The sequel to the American remake of the

1998 Japanese horror flick

Ringu

suffers

from common horror genre pitfalls of creepy elements that fail in

building authentic suspense or fear.

Ringu

 director

Hideo Nakata presides over an image system based on the element of

water as newspaper reporter Rachel Keller (Naomi Watts) attempts

to settle into a new life with her haunted son Aidan (David

Dorfman) in the coastal town of Astoria, Oregon.



The videotape that kills those who watch it

plays a lesser role here than it did in

The

Ring

 with the primary tension

focusing on the uneasy relationship between a confused mother and

her semi-possessed child. Unexplained plot devices derail the

Japanese inflected horror story that’s characteristically fueled

by a mysterious longhaired ghoul girl character.
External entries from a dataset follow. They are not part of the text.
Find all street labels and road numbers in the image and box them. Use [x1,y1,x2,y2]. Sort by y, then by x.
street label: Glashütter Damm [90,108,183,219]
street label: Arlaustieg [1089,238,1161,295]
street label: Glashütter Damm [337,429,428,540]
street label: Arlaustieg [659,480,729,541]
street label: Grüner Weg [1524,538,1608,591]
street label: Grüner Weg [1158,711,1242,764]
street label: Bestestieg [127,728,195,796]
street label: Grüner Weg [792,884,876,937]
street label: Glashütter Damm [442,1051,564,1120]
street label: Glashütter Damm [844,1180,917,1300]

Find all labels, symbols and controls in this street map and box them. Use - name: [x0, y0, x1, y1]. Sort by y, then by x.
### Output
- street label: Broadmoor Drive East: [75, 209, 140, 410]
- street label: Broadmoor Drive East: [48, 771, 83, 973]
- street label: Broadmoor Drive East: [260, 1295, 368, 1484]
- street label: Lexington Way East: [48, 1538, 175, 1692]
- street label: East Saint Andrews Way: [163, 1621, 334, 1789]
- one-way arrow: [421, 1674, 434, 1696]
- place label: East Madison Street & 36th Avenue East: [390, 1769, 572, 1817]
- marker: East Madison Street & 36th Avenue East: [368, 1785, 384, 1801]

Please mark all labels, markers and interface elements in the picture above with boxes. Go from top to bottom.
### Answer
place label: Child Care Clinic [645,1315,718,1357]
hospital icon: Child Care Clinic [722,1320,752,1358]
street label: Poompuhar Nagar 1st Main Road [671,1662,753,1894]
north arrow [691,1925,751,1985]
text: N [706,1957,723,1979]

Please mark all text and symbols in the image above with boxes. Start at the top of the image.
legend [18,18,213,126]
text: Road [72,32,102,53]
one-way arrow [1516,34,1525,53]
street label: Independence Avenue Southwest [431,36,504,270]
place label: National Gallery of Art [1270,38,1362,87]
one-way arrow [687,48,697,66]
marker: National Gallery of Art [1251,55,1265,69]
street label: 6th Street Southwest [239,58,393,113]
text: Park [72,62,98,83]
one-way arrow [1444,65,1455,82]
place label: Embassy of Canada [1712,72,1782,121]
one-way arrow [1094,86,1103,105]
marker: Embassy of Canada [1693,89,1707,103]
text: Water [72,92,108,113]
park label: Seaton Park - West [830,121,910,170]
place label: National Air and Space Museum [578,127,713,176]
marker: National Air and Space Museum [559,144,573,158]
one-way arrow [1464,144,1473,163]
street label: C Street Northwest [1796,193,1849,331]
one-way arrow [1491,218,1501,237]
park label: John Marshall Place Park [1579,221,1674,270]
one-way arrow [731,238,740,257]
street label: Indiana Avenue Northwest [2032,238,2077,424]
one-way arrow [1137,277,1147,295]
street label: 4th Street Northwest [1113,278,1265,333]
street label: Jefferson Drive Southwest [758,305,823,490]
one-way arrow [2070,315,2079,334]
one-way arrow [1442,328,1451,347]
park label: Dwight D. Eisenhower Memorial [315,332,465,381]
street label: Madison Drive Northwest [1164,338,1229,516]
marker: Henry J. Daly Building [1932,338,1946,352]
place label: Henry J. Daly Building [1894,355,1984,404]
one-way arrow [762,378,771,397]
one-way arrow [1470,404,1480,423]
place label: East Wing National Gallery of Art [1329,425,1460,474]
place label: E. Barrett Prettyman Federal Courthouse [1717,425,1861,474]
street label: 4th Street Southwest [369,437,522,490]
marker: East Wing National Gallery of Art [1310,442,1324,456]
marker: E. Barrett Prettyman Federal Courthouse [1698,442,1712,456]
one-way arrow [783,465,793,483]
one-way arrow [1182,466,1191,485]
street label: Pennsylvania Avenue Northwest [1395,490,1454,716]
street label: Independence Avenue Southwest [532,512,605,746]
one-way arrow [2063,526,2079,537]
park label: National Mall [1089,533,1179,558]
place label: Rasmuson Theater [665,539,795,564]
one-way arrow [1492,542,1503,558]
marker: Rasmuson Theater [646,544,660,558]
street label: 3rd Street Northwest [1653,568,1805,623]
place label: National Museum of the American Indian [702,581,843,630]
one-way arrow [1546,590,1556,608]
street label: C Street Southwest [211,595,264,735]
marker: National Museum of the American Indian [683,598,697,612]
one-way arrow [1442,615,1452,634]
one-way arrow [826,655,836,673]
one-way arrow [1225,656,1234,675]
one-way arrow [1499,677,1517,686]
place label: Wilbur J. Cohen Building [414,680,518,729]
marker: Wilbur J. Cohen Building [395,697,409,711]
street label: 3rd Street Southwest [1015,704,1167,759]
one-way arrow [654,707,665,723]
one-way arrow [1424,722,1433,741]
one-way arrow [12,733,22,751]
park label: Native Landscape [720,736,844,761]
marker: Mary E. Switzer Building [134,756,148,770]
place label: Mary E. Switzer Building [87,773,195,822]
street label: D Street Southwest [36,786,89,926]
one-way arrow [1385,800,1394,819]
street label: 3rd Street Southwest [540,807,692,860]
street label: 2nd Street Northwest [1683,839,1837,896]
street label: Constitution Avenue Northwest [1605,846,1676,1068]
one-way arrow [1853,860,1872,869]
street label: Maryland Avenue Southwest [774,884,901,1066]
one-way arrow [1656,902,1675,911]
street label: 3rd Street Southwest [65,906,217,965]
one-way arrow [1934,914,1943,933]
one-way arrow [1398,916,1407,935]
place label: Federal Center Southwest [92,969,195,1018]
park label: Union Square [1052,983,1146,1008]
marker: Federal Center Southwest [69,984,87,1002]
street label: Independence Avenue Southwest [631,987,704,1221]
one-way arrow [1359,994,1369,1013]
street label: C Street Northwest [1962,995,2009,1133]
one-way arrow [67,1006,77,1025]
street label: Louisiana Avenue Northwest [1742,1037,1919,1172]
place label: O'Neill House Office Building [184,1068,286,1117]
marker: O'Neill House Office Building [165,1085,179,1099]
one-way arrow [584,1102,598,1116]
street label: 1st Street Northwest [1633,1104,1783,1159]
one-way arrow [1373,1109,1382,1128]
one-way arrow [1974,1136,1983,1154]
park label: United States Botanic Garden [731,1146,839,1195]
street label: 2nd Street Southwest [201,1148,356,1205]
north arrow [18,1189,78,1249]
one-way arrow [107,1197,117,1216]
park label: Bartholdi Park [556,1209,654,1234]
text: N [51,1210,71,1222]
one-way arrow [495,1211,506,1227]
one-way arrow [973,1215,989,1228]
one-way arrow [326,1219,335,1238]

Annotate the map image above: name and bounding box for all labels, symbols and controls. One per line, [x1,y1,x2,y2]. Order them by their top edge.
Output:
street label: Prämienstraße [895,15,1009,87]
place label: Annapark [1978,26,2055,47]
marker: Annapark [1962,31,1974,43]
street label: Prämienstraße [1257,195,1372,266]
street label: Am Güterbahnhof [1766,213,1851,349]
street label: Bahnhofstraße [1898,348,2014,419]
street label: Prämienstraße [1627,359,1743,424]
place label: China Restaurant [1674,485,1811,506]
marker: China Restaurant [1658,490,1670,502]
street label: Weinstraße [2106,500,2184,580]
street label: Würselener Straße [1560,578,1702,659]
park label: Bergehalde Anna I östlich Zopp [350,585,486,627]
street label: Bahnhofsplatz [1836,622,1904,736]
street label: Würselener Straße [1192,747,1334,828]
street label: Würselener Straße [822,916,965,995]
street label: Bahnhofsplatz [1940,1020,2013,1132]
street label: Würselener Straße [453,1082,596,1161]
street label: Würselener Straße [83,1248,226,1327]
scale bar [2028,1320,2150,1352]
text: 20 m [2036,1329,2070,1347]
The movie opens with a throwback scene to the

first

Ring

 movie

with a teenage boy and girl sitting on a couch. The boy insists

that the girl watch an underground videotape that he describes as

the scariest film he’s ever seen. Although she’s more interested

in making out, he insists that she watch it and exits for the

kitchen where he fields a dreaded phone call as he stresses about

the girl watching the tape before his one-week deadline runs out.

We don’t get to witness the cause of the sudden death that

follows—only the result. When Rachel arrives at the crime scene in

her newspaper reporter mode we see the twisted face of terror on

the fresh corpse. But it arrives as a horror device without

sufficient context.



Rachel and her son Aidan have been trying to

escape from the grimy clutches of Samara, a little ghost girl

whose mother killed, or attempted to kill as a result of

postpartum depression. Things get especially inconsistent in the

plot because Samara inhabits Aidan for much of the story and

exerts enough psychic kinetic power to cause at least one person

to commit suicide. It begs a question as to why Samara doesn’t

just control Rachel’s mind to do her bidding since she is looking

for a surrogate mother figure in Rachel.



Nakata also directed a Japanese sequel

to

Ringu

,

but it bears little resemblance to this American follow-up. Nakata

puts visual emphasis on the watery aspects of the story with long

ponderous shots of bodies of water and by infusing every scene

with shades of gray and blue that support his vision but never add

up to anything more than a slightly off-kilter atmosphere.



A lot is currently being made of the

“extreme” horror cinema of Japan, but the films pale by comparison

with those of Alfred Hitchcock or Roman Polanski. Horror

filmmakers like Nakata would do well to study movies like

Polanski’s

The

Tenant

 where information is

steadily layered over a story that equally increases in

tempo.



The Ring

Two

 is a horror movie with very

few surprises and hit-or-miss moments of suspense that don’t lead

anywhere on a narrative or emotional level. A climax of the movie

occurs when a herd of deer attacks Rachel and Aidan as they’re

driving. It’s a virtuoso scene that really gets your heart racing

for its sudden revelation that animals are reacting to the evil

that rides in Rachel’s car. But the scene feels pasted on to the

script because it never resonates anywhere else in the

movie.



Without Watts returning to make the sequel

there would be no movie, and the actress does a bang up job with

bringing a powerful sense of dread and desperation to her role.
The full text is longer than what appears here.